Stored data entries:
****************
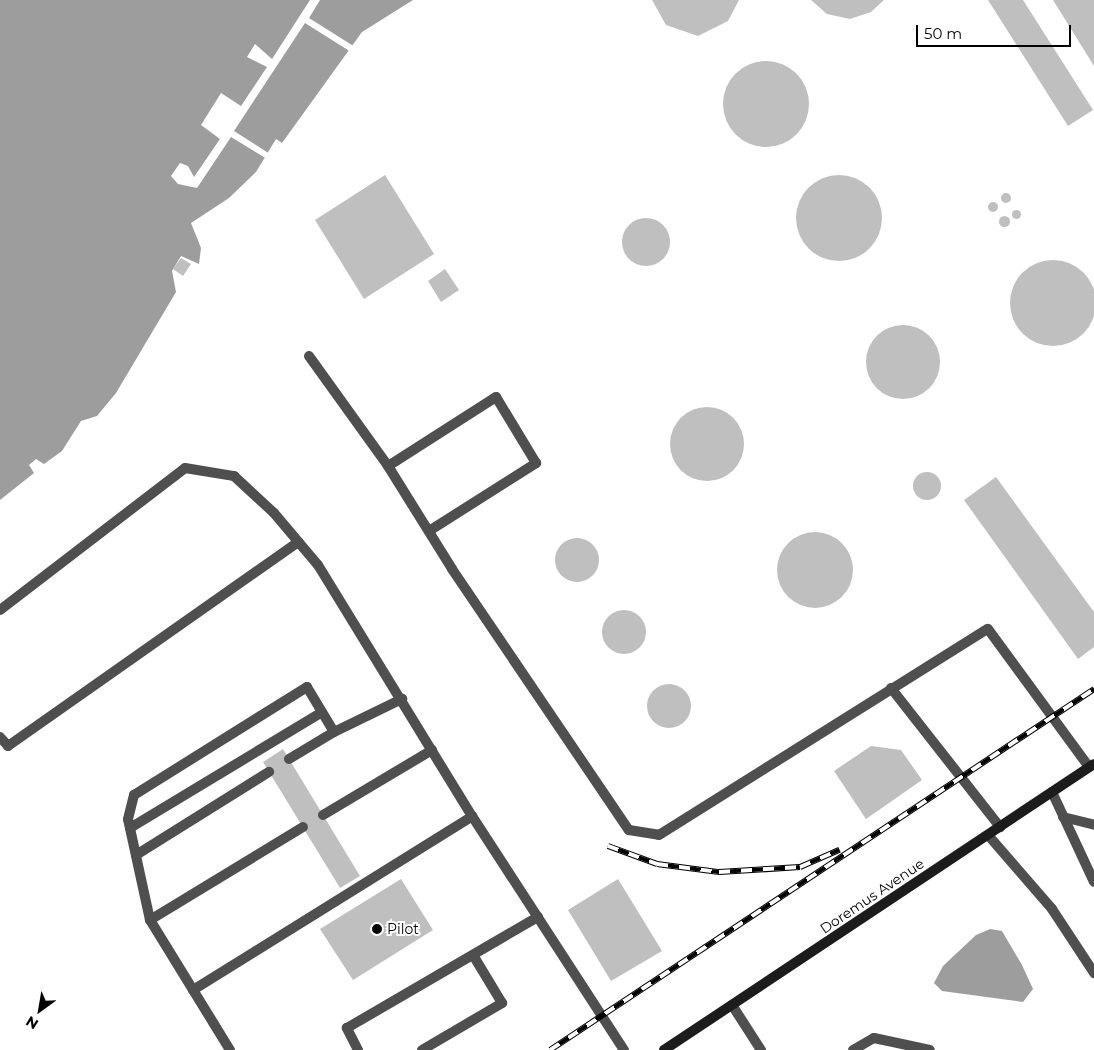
<!DOCTYPE html>
<html>
<head>
<meta charset="utf-8">
<style>
	body { margin:0 }
	#map { position:relative; width:1094px; height:1050px; overflow:hidden; background:#fff; font-family:Montserrat,sans-serif }
	div>[style] { position:absolute }
	.water>* { inset:0; background:#9d9d9d }
	.pier>* { inset:0; background:#fff }
	.building>* { inset:0; background:#bfbfbf }
	.round { border-radius:50% }
	.lane>* { height:10px; margin:-5px; padding:0 5px; transform-origin:5px; border-radius:5px; background:#4f4f4f }
	.secondary>* { height:10px; margin:-5px; padding:0 5px; transform-origin:5px; border-radius:5px; background:#1c1c1c }
	.rail>* { height:5.5px; margin-top:-2.75px; transform-origin:0; background:repeating-linear-gradient(90deg,#fff 0 11px,#000 0 22px); box-sizing:border-box; border-block:1px solid #000 }
	.dots>* { width:14px; height:14px; translate:-50% -50%; box-sizing:border-box; border:2px solid #fff; border-radius:50% }
	span { translate:-50% -50%; white-space:nowrap; text-align:center; line-height:1.15; -webkit-text-stroke:4px #fff; paint-order:stroke }
	.street-label { font-size:14px; color:#000 }
	.poi-label { font-size:14px; color:#000 }
	.left { translate:0 -50%; text-align:left }
	.north { position:absolute; left:15px; top:985px; width:50px; height:50px; -webkit-text-stroke:4px #fff; paint-order:stroke; rotate:212deg; font-size:14px; font-weight:700; line-height:20px; text-align:center; color:#000 }
	.north::after { content:''; display:block; margin:auto; width:18px; height:22px; background:#000; clip-path:polygon(50% 0,100% 100%,50% 72%,0 100%) }
	.scale { position:absolute; left:916px; top:25px; width:155px; height:22px; box-sizing:border-box; border:2px solid #000; border-top:0; padding-left:6px; font-size:15px; line-height:18px; white-space:nowrap; color:#000; -webkit-text-stroke:4px #fff; paint-order:stroke }
</style>
</head>
<body>
<div id="map">
	<div class="water">
		<div style="clip-path:polygon(0 0,413px 0,362px 32px,282px 143px,276px 139px,256px 172px,229px 198px,191px 223px,201px 248px,199px 264px,181px 256px,172px 271px,176px 292px,116px 393px,97px 416px,81px 421px,62px 451px,44px 464px,36px 459px,29px 465px,34px 473px,0 500px)"></div>
		<div style="clip-path:polygon(990px 929px,1002px 931px,1022px 965px,1033px 989px,1023px 1002px,942px 991px,934px 983px,943px 966px,976px 935px)"></div>
	</div>
	<div class="pier">
		<div style="clip-path:polygon(310px 0,320px 0,309px 18px,355px 47px,351px 52px,305px 23px,234px 131px,270px 154px,267px 159px,231px 137px,197px 188px,178px 184px,171px 176px,180px 163px,188px 166px,194px 177px,220px 139px,201px 125px,221px 93px,241px 106px,267px 67px,247px 57px,255px 44px,272px 59px)"></div>
	</div>
	<div class="building">
		<div style="clip-path:polygon(652px 0,739px 0,728px 21px,698px 36px,666px 25px)"></div>
		<div style="clip-path:polygon(811px 0,884px 0,871px 12px,850px 19px,827px 14px)"></div>
		<div style="clip-path:polygon(988px 0,1023px 0,1093px 110px,1068px 126px)"></div>
		<div style="clip-path:polygon(1053px 0,1094px 0,1094px 66px)"></div>
		<div class="round" style="left:723px;top:61px;width:86px;height:86px"></div>
		<div style="clip-path:polygon(385px 175px,434px 254px,364px 299px,315px 220px)"></div>
		<div class="round" style="left:796px;top:175px;width:86px;height:86px"></div>
		<div class="round" style="left:1001px;top:193px;width:10px;height:10px"></div>
		<div class="round" style="left:988px;top:202px;width:10px;height:10px"></div>
		<div class="round" style="left:1011.5px;top:209.5px;width:9px;height:9px"></div>
		<div class="round" style="left:998.5px;top:215.5px;width:11px;height:11px"></div>
		<div class="round" style="left:622px;top:218px;width:48px;height:48px"></div>
		<div style="clip-path:polygon(181px 258px,191px 264px,183px 276px,173px 269px)"></div>
		<div class="round" style="left:1010px;top:260px;width:86px;height:86px"></div>
		<div style="clip-path:polygon(445px 269px,459px 290px,441px 302px,428px 281px)"></div>
		<div class="round" style="left:866px;top:325px;width:74px;height:74px"></div>
		<div class="round" style="left:670px;top:407px;width:74px;height:74px"></div>
		<div class="round" style="left:913px;top:472px;width:28px;height:28px"></div>
		<div style="clip-path:polygon(996px 477px,1094px 612px,1094px 647px,1078px 659px,964px 500px)"></div>
		<div class="round" style="left:777px;top:532px;width:76px;height:76px"></div>
		<div class="round" style="left:555px;top:538px;width:44px;height:44px"></div>
		<div class="round" style="left:602px;top:610px;width:44px;height:44px"></div>
		<div class="round" style="left:647px;top:684px;width:44px;height:44px"></div>
		<div style="clip-path:polygon(871px 746px,901px 750px,922px 780px,866px 819px,834px 771px)"></div>
		<div style="clip-path:polygon(283px 749px,360px 876px,340px 888px,263px 762px)"></div>
		<div style="clip-path:polygon(401px 879px,433px 930px,353px 980px,320px 929px)"></div>
		<div style="clip-path:polygon(618px 879px,662px 951px,611px 981px,568px 910px)"></div>
	</div>
	<div class="lane">
		<div style="left:309px;top:356px;width:135px;rotate:54.3deg"></div>
		<div style="left:429px;top:531px;width:127px;rotate:-32.4deg"></div>
		<div style="left:536px;top:463px;width:77px;rotate:-121.2deg"></div>
		<div style="left:496px;top:397px;width:128px;rotate:147.4deg"></div>
		<div style="left:388px;top:466px;width:121px;rotate:58.1deg"></div>
		<div style="left:452px;top:569px;width:315px;rotate:55.9deg"></div>
		<div style="left:629px;top:830px;width:30px;rotate:9deg"></div>
		<div style="left:659px;top:835px;width:388px;rotate:-32.1deg"></div>
		<div style="left:988px;top:629px;width:171px;rotate:53.8deg"></div>
		<div style="left:0;top:610px;width:233px;rotate:-37.5deg"></div>
		<div style="left:185px;top:468px;width:50px;rotate:9.3deg"></div>
		<div style="left:234px;top:476px;width:54px;rotate:42.8deg"></div>
		<div style="left:274px;top:513px;width:68px;rotate:49.8deg"></div>
		<div style="left:318px;top:565px;width:294px;rotate:58.5deg"></div>
		<div style="left:472px;top:816px;width:279px;rotate:57deg"></div>
		<div style="left:891px;top:688px;width:177px;rotate:51.9deg"></div>
		<div style="left:0;top:737px;width:12px;rotate:48deg"></div>
		<div style="left:8px;top:746px;width:355px;rotate:-35.1deg"></div>
		<div style="left:289px;top:759px;width:52px;rotate:-31deg"></div>
		<div style="left:1052px;top:792px;width:99px;rotate:65deg"></div>
		<div style="left:323px;top:815px;width:127px;rotate:-30.8deg"></div>
		<div style="left:1063px;top:817px;width:32px;rotate:14deg"></div>
		<div style="left:130px;top:828px;width:224px;rotate:-31.1deg"></div>
		<div style="left:988px;top:835px;width:98px;rotate:49.1deg"></div>
		<div style="left:1052px;top:909px;width:77px;rotate:56.7deg"></div>
		<div style="left:136px;top:855px;width:157px;rotate:-32deg"></div>
		<div style="left:150px;top:920px;width:179px;rotate:-31.3deg"></div>
		<div style="left:193px;top:990px;width:329px;rotate:-31.9deg"></div>
		<div style="left:732px;top:1005px;width:54px;rotate:57.2deg"></div>
		<div style="left:230px;top:1050px;width:153px;rotate:-121.6deg"></div>
		<div style="left:150px;top:920px;width:103px;rotate:-102.3deg"></div>
		<div style="left:128px;top:819px;width:25px;rotate:-76deg"></div>
		<div style="left:134px;top:795px;width:204px;rotate:-32deg"></div>
		<div style="left:307px;top:687px;width:52px;rotate:59deg"></div>
		<div style="left:334px;top:732px;width:76px;rotate:-25.9deg"></div>
		<div style="left:358px;top:1050px;width:25px;rotate:-117deg"></div>
		<div style="left:347px;top:1028px;width:221px;rotate:-30.2deg"></div>
		<div style="left:422px;top:1050px;width:93px;rotate:-30.4deg"></div>
		<div style="left:502px;top:1003px;width:56px;rotate:-121.1deg"></div>
		<div style="left:853px;top:1050px;width:24px;rotate:-30deg"></div>
		<div style="left:874px;top:1038px;width:57px;rotate:12.1deg"></div>
	</div>
	<div class="secondary">
		<div style="left:664px;top:1050px;width:516px;rotate:-33.63deg"></div>
	</div>
	<div class="rail">
		<div style="left:608px;top:846px;width:52px;rotate:20.2deg"></div>
		<div style="left:657px;top:864px;width:63px;rotate:7.4deg"></div>
		<div style="left:719px;top:872px;width:81px;rotate:-3.5deg"></div>
		<div style="left:800px;top:867px;width:43px;rotate:-23.6deg"></div>
		<div style="left:550px;top:1050px;width:653px;rotate:-33.57deg"></div>
	</div>
	<div class="dots">
		<div style="left:377px;top:929px;background:#000"></div>
	</div>
	<div class="street-label">
		<span style="left:872px;top:896px;rotate:-34deg">Doremus Avenue</span>
	</div>
	<div class="poi-label">
		<span class="left" style="left:387px;top:929px">Pilot</span>
	</div>
	<div class="north">N</div>
	<div class="scale">50 m</div>
</div>
</body>
</html>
****************
• [TASK GOAL]:
Go back to the entries above and restate word for word every line from the first through the one that contains "translate:0 -50%; text-align:left", leaving the pictures behind.

• [REPLY]:
<!DOCTYPE html>
<html>
<head>
<meta charset="utf-8">
<style>
	body { margin:0 }
	#map { position:relative; width:1094px; height:1050px; overflow:hidden; background:#fff; font-family:Montserrat,sans-serif }
	div>[style] { position:absolute }
	.water>* { inset:0; background:#9d9d9d }
	.pier>* { inset:0; background:#fff }
	.building>* { inset:0; background:#bfbfbf }
	.round { border-radius:50% }
	.lane>* { height:10px; margin:-5px; padding:0 5px; transform-origin:5px; border-radius:5px; background:#4f4f4f }
	.secondary>* { height:10px; margin:-5px; padding:0 5px; transform-origin:5px; border-radius:5px; background:#1c1c1c }
	.rail>* { height:5.5px; margin-top:-2.75px; transform-origin:0; background:repeating-linear-gradient(90deg,#fff 0 11px,#000 0 22px); box-sizing:border-box; border-block:1px solid #000 }
	.dots>* { width:14px; height:14px; translate:-50% -50%; box-sizing:border-box; border:2px solid #fff; border-radius:50% }
	span { translate:-50% -50%; white-space:nowrap; text-align:center; line-height:1.15; -webkit-text-stroke:4px #fff; paint-order:stroke }
	.street-label { font-size:14px; color:#000 }
	.poi-label { font-size:14px; color:#000 }
	.left { translate:0 -50%; text-align:left }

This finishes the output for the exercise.